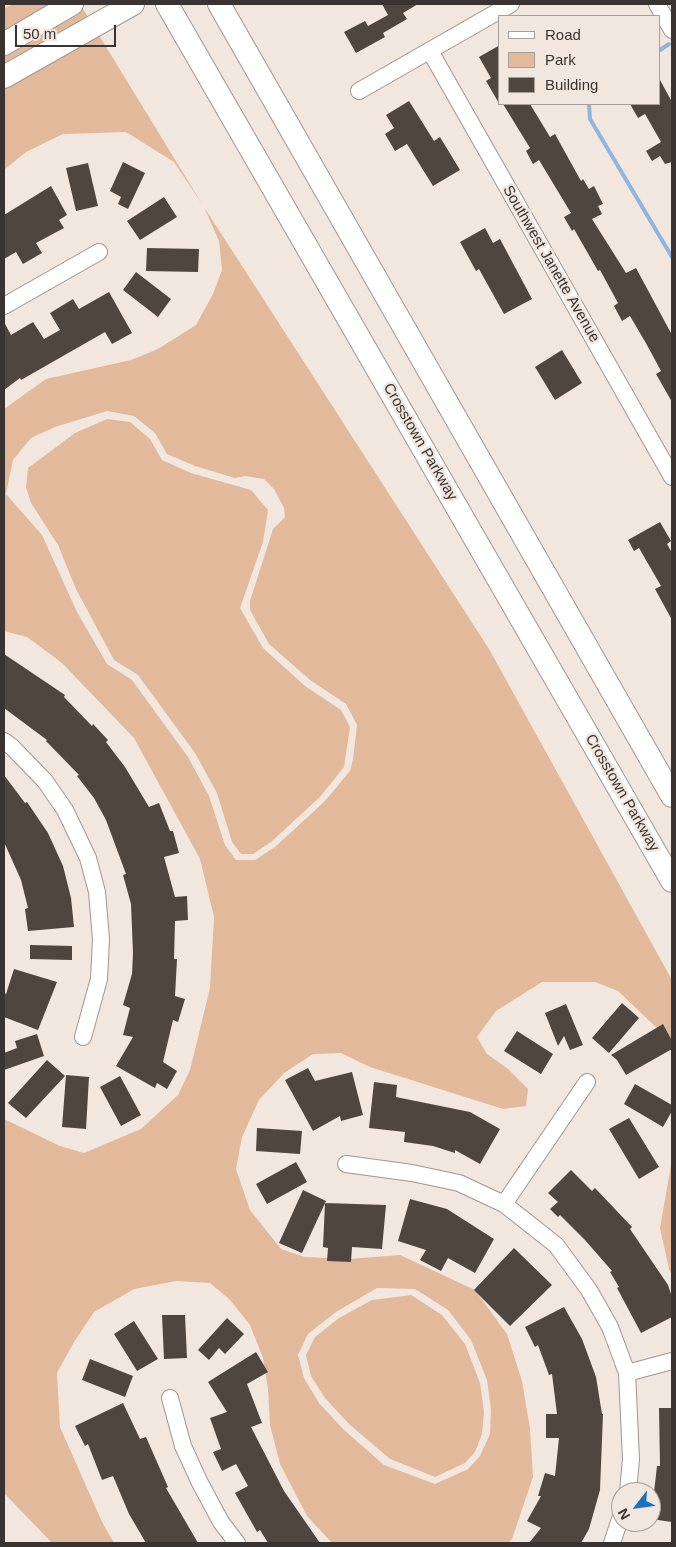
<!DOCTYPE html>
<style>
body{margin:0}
#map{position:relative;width:676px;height:1547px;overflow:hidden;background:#f2e7df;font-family:Helvetica,sans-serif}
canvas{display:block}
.frame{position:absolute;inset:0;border:5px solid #393431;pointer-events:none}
.legend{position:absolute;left:498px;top:15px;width:162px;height:90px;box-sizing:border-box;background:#f2e7df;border:1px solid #a89f99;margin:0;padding:6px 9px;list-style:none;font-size:15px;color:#393431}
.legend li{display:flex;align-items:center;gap:10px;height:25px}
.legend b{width:25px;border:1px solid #a89f99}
.north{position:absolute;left:611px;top:1482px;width:50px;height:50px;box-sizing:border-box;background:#f2e7df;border:1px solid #a89f99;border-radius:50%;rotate:240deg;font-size:14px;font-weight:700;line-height:20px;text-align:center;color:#393431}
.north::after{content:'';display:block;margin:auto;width:18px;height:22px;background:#1a72c0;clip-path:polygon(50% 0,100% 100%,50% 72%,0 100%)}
.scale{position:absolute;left:15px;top:25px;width:101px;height:22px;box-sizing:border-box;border:2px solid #393431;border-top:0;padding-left:6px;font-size:15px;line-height:18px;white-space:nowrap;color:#393431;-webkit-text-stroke:4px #f2e7df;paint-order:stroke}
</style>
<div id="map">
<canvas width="676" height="1547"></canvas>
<div class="frame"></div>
<ul class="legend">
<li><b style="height:6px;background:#fff"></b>Road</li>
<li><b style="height:14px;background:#e2b99b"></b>Park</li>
<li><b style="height:14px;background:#4f4640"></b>Building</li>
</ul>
<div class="north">N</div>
<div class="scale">50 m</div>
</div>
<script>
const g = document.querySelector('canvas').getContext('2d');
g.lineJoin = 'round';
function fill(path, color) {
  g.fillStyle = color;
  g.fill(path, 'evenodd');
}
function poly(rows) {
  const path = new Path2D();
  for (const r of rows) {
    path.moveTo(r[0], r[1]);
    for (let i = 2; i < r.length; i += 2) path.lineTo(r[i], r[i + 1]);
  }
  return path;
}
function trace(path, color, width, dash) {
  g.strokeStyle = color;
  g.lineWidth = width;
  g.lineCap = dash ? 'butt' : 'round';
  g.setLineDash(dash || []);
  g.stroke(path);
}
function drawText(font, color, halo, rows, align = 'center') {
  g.font = font + ' Helvetica,sans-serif';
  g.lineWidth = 5;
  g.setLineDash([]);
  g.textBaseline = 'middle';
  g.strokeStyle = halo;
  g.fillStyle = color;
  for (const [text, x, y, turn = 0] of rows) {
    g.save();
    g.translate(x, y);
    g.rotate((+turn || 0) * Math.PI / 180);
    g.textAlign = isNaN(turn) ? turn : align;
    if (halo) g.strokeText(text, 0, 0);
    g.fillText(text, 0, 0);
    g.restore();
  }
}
const green = poly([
 [14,4,58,4,4,36,4,8],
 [81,6,90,20,4,69,4,53],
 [97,32,204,207,489,649,672,980,672,1053,659,1030,618,991,595,982,542,982,496,1011,477,1037,487,1054,508,1069,528,1089,526,1106,503,1109,370,1067,341,1053,313,1054,284,1073,259,1100,242,1137,236,1169,250,1210,281,1249,305,1257,350,1259,400,1255,475,1290,507,1334,522,1381,530,1429,533,1477,512,1539,508,1543,332,1543,307,1516,280,1464,270,1425,268,1389,263,1358,250,1325,230,1300,210,1283,176,1281,134,1289,94,1312,74,1342,57,1373,60,1427,102,1522,114,1543,52,1543,4,1493,4,1119,60,1146,84,1153,141,1129,178,1095,190,1070,210,988,214,917,200,859,134,738,62,663,27,637,4,631,4,409,46,379,131,360,158,349,196,325,213,294,222,270,219,241,204,207,174,162,126,132,63,134,26,152,4,170,4,85],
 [107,411,134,416,155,433,167,454,195,466,235,478,245,476,264,479,274,489,284,508,285,517,273,529,250,601,250,610,269,644,310,680,346,704,357,725,353,759,350,771,325,801,275,847,255,860,236,860,225,845,209,796,188,757,132,680,107,664,77,612,42,535,6,494,13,460,31,438,55,427],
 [377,1288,415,1289,448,1310,471,1340,487,1380,491,1410,490,1434,480,1456,468,1469,435,1484,384,1465,343,1429,319,1403,304,1378,298,1355,308,1334,336,1312],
 [107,419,130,422,150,439,162,460,191,473,251,490,268,510,263,542,240,608,263,648,305,686,341,710,350,727,344,767,320,797,271,842,253,854,241,854,232,842,217,793,195,753,138,675,114,660,76,589,58,545,31,503,26,487,28,468,75,433],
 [672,1160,672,1276,669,1269,660,1228],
 [411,1295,442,1315,465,1344,480,1383,484,1412,482,1434,475,1452,465,1463,435,1477,390,1459,349,1424,325,1398,311,1376,306,1355,315,1337,339,1318,372,1300]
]);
const stream = poly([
 [660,50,669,44],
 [589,104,590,119,672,257]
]);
const building = poly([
 [382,4,418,4,403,13,407,19,383,33,385,37,356,53,344,32,365,21,368,26,388,15],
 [500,45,500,105,486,81,491,78,479,57],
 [660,80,672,102,672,162,665,164,660,156,652,161,646,151,661,142,645,114,638,118,630,104,660,104],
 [409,101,434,141,440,137,460,170,433,186,407,144,395,151,385,134,394,128,386,115],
 [503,104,530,104,550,137,555,134,581,181,583,179,589,189,594,186,603,204,598,206,602,214,592,219,626,273,636,268,672,335,672,402,656,374,661,371,647,345,630,316,622,321,614,306,618,303,600,270,598,271,574,229,572,231,564,217,571,213,539,160,533,164,526,151,530,148],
 [123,162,145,173,128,209,118,204,121,197,110,191],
 [88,163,98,206,76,211,66,168],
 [51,186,67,215,59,220,64,228,36,243,42,253,23,264,16,252,4,259,4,215],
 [164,197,177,217,140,240,127,221],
 [485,228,493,243,500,239,532,299,504,314,479,269,476,271,460,242],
 [147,248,199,249,198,272,146,271],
 [136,272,171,299,158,317,123,290],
 [109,292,132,333,112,344,105,332,21,380,20,378,4,390,4,322,11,335,33,322,44,339,60,330,50,313,73,299,79,309],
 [562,350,582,383,555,400,535,367],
 [660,522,671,541,667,544,672,553,672,620,655,589,661,586,639,548,634,551,628,540],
 [4,654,65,695,64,697,92,726,93,724,108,740,106,742,125,767,149,807,159,803,170,831,173,831,179,853,164,857,175,897,187,896,188,920,175,921,174,959,177,959,175,996,185,999,178,1022,173,1020,163,1062,177,1071,167,1089,157,1083,155,1088,116,1066,133,1037,123,1035,130,1008,123,1005,132,974,133,953,131,904,123,875,126,874,106,820,94,798,77,776,79,775,46,741,47,740,4,708],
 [4,775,25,803,27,802,48,833,63,866,71,898,74,927,28,931,25,909,28,908,21,880,4,842],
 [30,945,72,946,72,960,30,959],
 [14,969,57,982,38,1030,4,1017,4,993,6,994],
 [622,1003,639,1018,609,1053,592,1038],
 [566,1004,583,1045,570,1050,564,1036,558,1046,545,1013],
 [663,1024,672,1041,672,1049,626,1075,617,1060,611,1055],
 [517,1031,553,1054,541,1074,504,1051],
 [37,1034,44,1056,4,1070,4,1053,17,1048,15,1041],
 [47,1060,65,1076,26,1118,8,1103],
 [308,1068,315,1081,352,1072,363,1115,341,1121,340,1116,313,1131,285,1080],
 [66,1075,89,1077,86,1129,62,1127],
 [120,1076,141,1115,121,1126,100,1087],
 [374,1082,397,1085,396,1097,470,1112,500,1129,480,1164,455,1150,455,1153,433,1146,404,1142,405,1132,369,1128],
 [635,1084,672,1105,672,1111,663,1127,624,1104],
 [629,1118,659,1167,639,1179,609,1129],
 [257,1128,302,1131,300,1154,256,1151],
 [296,1162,307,1182,267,1204,256,1184],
 [571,1170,592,1191,595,1188,632,1227,630,1229,668,1285,672,1297,672,1317,641,1333,617,1288,619,1287,610,1272,612,1271,585,1240,560,1215,558,1217,550,1209,558,1202,548,1193],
 [303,1190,326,1201,302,1253,279,1243],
 [410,1199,447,1209,494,1239,475,1273,448,1258,441,1271,420,1260,426,1250,398,1241],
 [325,1203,386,1205,382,1249,352,1247,351,1262,327,1261,328,1248,323,1247],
 [514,1248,552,1285,510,1326,474,1290],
 [564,1307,582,1339,596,1377,602,1414,603,1414,600,1490,589,1529,581,1543,529,1543,541,1528,527,1521,541,1496,538,1496,545,1473,555,1476,559,1438,546,1438,546,1414,557,1414,552,1374,549,1375,538,1345,535,1347,525,1327],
 [162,1315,185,1315,187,1358,164,1359],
 [227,1318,244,1334,225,1354,219,1348,209,1360,198,1350],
 [134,1321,158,1359,137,1371,114,1334],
 [256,1352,268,1372,247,1384,262,1423,251,1427,284,1491,320,1543,268,1543,260,1530,257,1532,235,1493,248,1486,236,1464,222,1471,213,1452,221,1449,210,1418,227,1412,208,1382],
 [90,1359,133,1376,125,1397,82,1380],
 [123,1403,140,1439,146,1437,168,1487,166,1488,198,1543,146,1543,129,1514,113,1476,102,1480,88,1444,85,1446,75,1426],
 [659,1408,672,1408,672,1522,651,1519,657,1466,660,1466]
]);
const street = poly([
 [657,4,672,30],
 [430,51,672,477],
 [359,91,511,4],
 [4,306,99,252],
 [4,741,12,747,45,781,65,810,88,858,97,892,101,939,99,979,83,1037],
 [346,1164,412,1173,459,1183,504,1204,556,1245,589,1290,610,1327,627,1373,631,1459,628,1492],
 [504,1204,587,1082],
 [627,1373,672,1361],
 [170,1398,183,1446,200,1483,221,1522,237,1543],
 [612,1543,621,1516]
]);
const secondary = poly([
 [167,4,672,881],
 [219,4,672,796],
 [4,44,72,4],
 [4,77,133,4]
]);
const streetNames = [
 ["Southwest Janette Avenue",551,264,60],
 ["Crosstown Parkway",420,442,60],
 ["Crosstown Parkway",622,793,60]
];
fill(green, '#e2b99b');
trace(stream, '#8eb5e0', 4);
fill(building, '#4f4640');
trace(street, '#a0968f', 18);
trace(secondary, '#a0968f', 24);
trace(street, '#fff', 16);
trace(secondary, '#fff', 22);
drawText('15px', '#393431', '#f2e7df', streetNames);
</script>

▶ WHAT THE TASK ASKS:
What lines in the material mention "function"? Copy every one of them.

▶ ANSWER TO THE EXERCISE:
function fill(path, color) {
function poly(rows) {
function trace(path, color, width, dash) {
function drawText(font, color, halo, rows, align = 'center') {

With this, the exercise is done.